You should set permission in IAM Management console for Amplify user. Below is Amplify CLI IAM policies for performing actions across all categories.

  {
    "Version": "2012-10-17",
    "Statement": [
        {
            "Sid": "VisualEditor0",
            "Effect": "Allow",
            "Action": [
                "appsync:*",
                "apigateway:POST",
                "apigateway:DELETE",
                "apigateway:PATCH",
                "apigateway:PUT",
                "cloudformation:CreateStack",
                "cloudformation:CreateStackSet",
                "cloudformation:DeleteStack",
                "cloudformation:DeleteStackSet",
                "cloudformation:DescribeStackEvents",
                "cloudformation:DescribeStackResource",
                "cloudformation:DescribeStackResources",
                "cloudformation:DescribeStackSet",
                "cloudformation:DescribeStackSetOperation",
                "cloudformation:DescribeStacks",
                "cloudformation:UpdateStack",
                "cloudformation:UpdateStackSet",
                "cloudfront:CreateCloudFrontOriginAccessIdentity",
                "cloudfront:CreateDistribution",
                "cloudfront:DeleteCloudFrontOriginAccessIdentity",
                "cloudfront:DeleteDistribution",
                "cloudfront:GetCloudFrontOriginAccessIdentity",
                "cloudfront:GetCloudFrontOriginAccessIdentityConfig",
                "cloudfront:GetDistribution",
                "cloudfront:GetDistributionConfig",
                "cloudfront:TagResource",
                "cloudfront:UntagResource",
                "cloudfront:UpdateCloudFrontOriginAccessIdentity",
                "cloudfront:UpdateDistribution",
                "cognito-identity:CreateIdentityPool",
                "cognito-identity:DeleteIdentityPool",
                "cognito-identity:DescribeIdentity",
                "cognito-identity:DescribeIdentityPool",
                "cognito-identity:SetIdentityPoolRoles",
                "cognito-identity:UpdateIdentityPool",
                "cognito-idp:CreateUserPool",
                "cognito-idp:CreateUserPoolClient",
                "cognito-idp:DeleteUserPool",
                "cognito-idp:DeleteUserPoolClient",
                "cognito-idp:DescribeUserPool",
                "cognito-idp:UpdateUserPool",
                "cognito-idp:UpdateUserPoolClient",
                "dynamodb:CreateTable",
                "dynamodb:DeleteItem",
                "dynamodb:DeleteTable",
                "dynamodb:DescribeTable",
                "dynamodb:PutItem",
                "dynamodb:UpdateItem",
                "dynamodb:UpdateTable",
                "iam:CreateRole",
                "iam:DeleteRole",
                "iam:DeleteRolePolicy",
                "iam:GetRole",
                "iam:GetUser",
                "iam:PassRole",
                "iam:PutRolePolicy",
                "iam:UpdateRole",
                "lambda:AddPermission",
                "lambda:CreateFunction",
                "lambda:DeleteFunction",
                "lambda:GetFunction",
                "lambda:GetFunctionConfiguration",
                "lambda:InvokeAsync",
                "lambda:InvokeFunction",
                "lambda:RemovePermission",
                "lambda:UpdateFunctionCode",
                "lambda:UpdateFunctionConfiguration",
                "s3:*",
                "amplify:*"
            ],
            "Resource": "*"
        }
    ]
}

This JSON file is located on this link: IAM Policy for CLI

In order to get all required permissions for Amplify CLI you must create your own policy and copy this JSON to it.
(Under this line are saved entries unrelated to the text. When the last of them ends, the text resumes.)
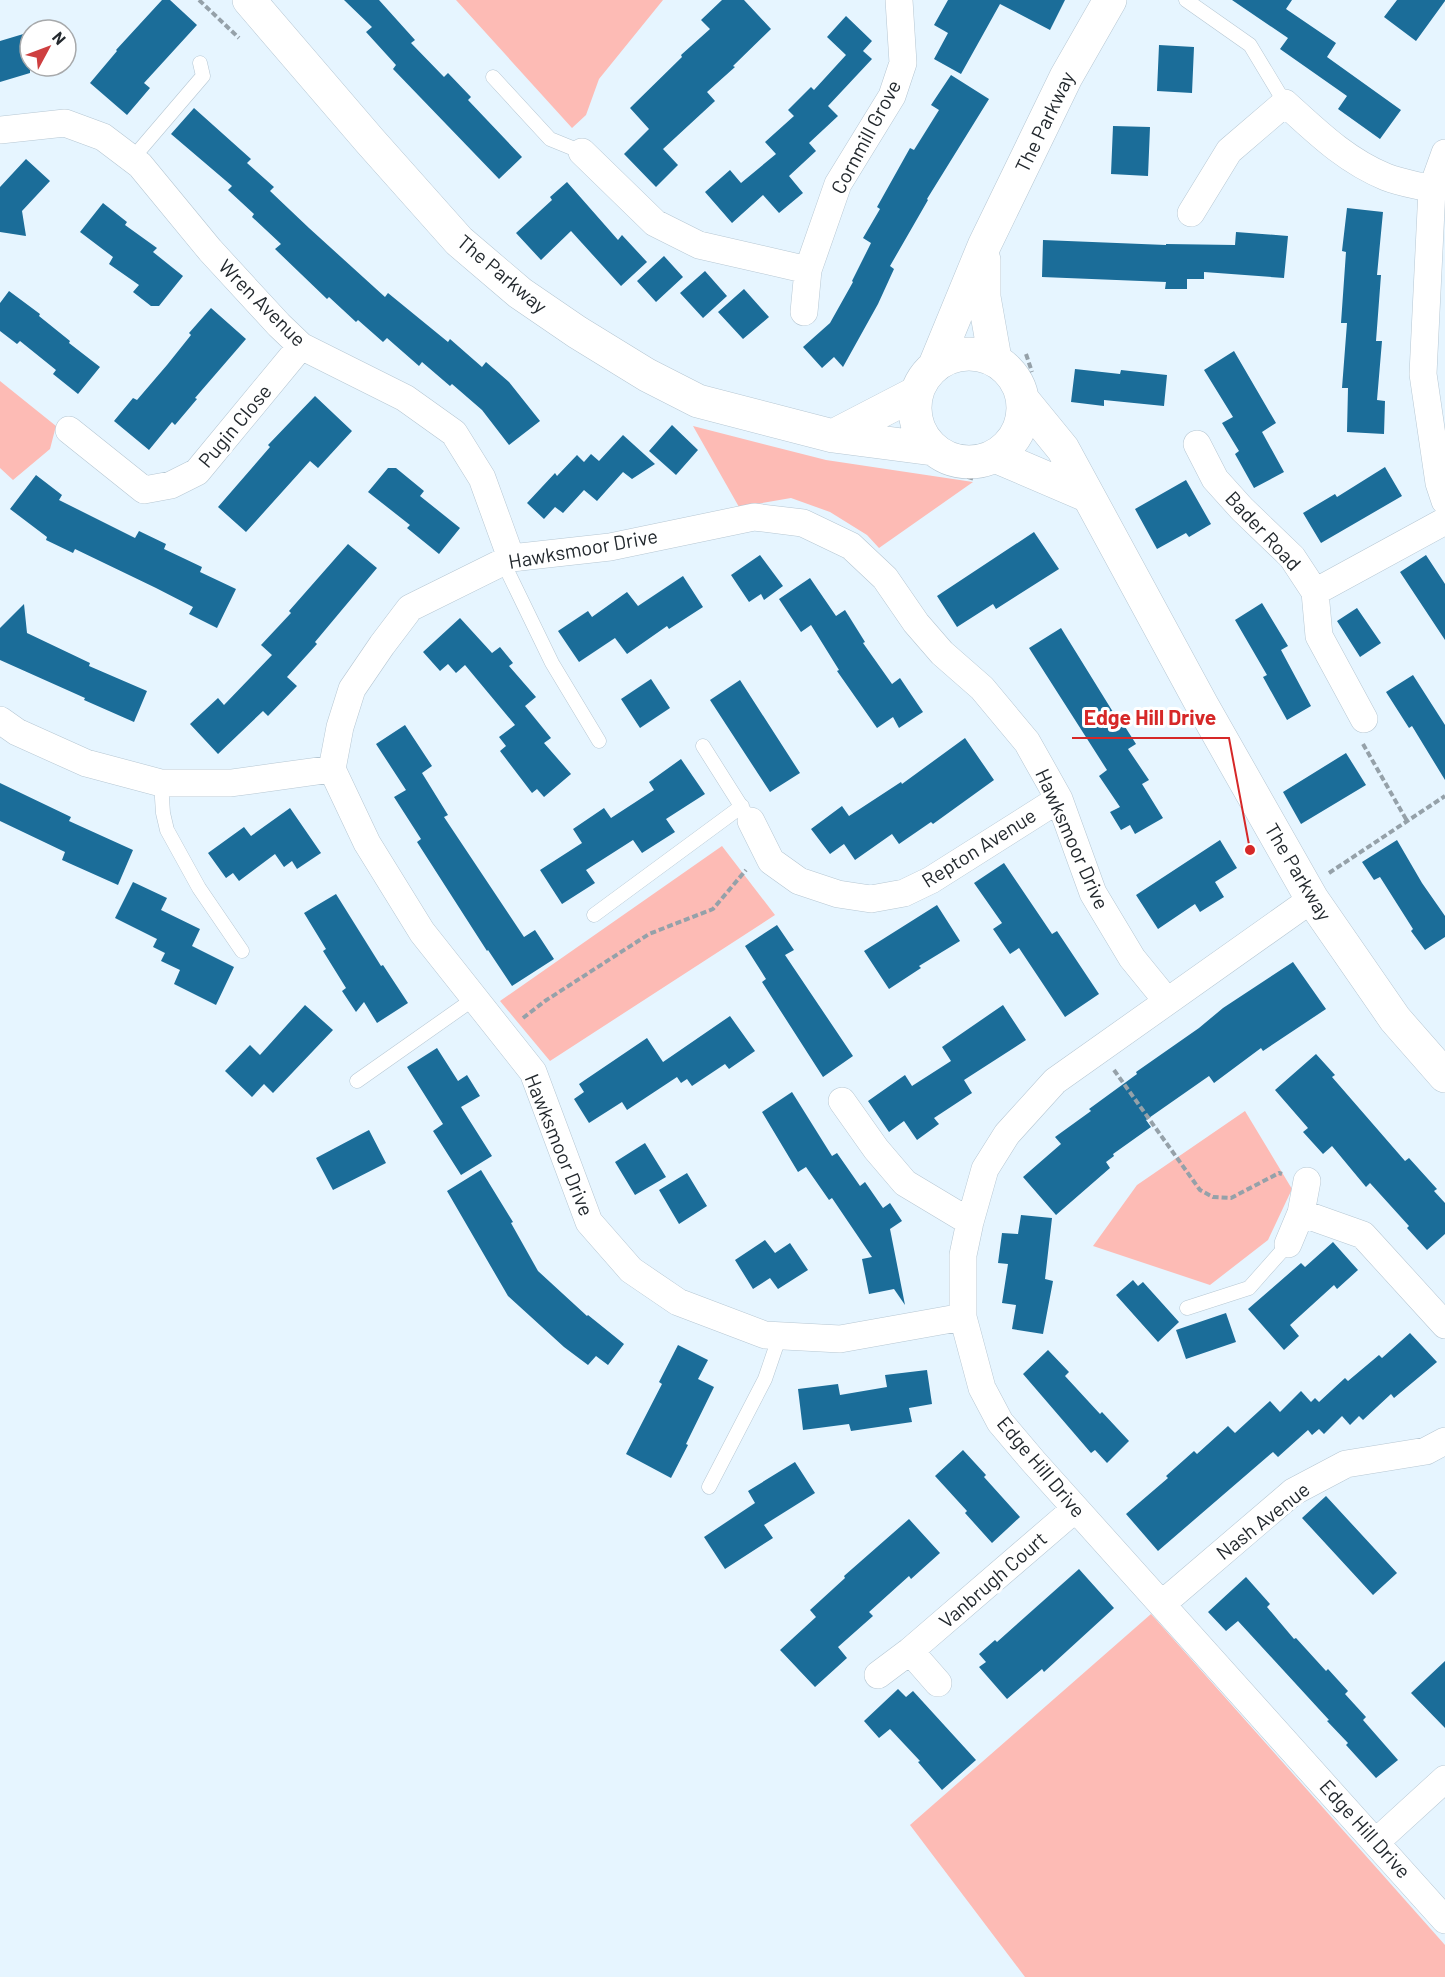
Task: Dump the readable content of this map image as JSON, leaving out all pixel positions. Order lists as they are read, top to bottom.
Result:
{
  "streets": {
    "street": [
      "The Parkway",
      "Cornmill Grove",
      "Wren Avenue",
      "Pugin Close",
      "Bader Road",
      "Hawksmoor Drive",
      "Repton Avenue",
      "Edge Hill Drive",
      "Nash Avenue",
      "Vanbrugh Court"
    ]
  },
  "crossings": [
    ["The Parkway", "Edge Hill Drive"],
    ["Wren Avenue", "Pugin Close"],
    ["Wren Avenue", "Hawksmoor Drive"],
    ["Hawksmoor Drive", "Repton Avenue"],
    ["Hawksmoor Drive", "Edge Hill Drive"],
    ["Edge Hill Drive", "Nash Avenue"],
    ["Edge Hill Drive", "Vanbrugh Court"]
  ],
  "places": ["Edge Hill Drive"],
  "north": "top right"
}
On how to create you own policy please refere to this link: Creating Policies on the JSON Tab

Answer 2

Perhaps the above list is incomplete as I am unable to run amplify init using the above policies for the designated IAM user.

The amplify cli docs contain a comprehensive list of permissions that may be required for a complete setup. You may need to play around with them to see the minimum subset of permissions required for your needs.

(Posting as a separate answer because I am not allowed to comment on posts yet!)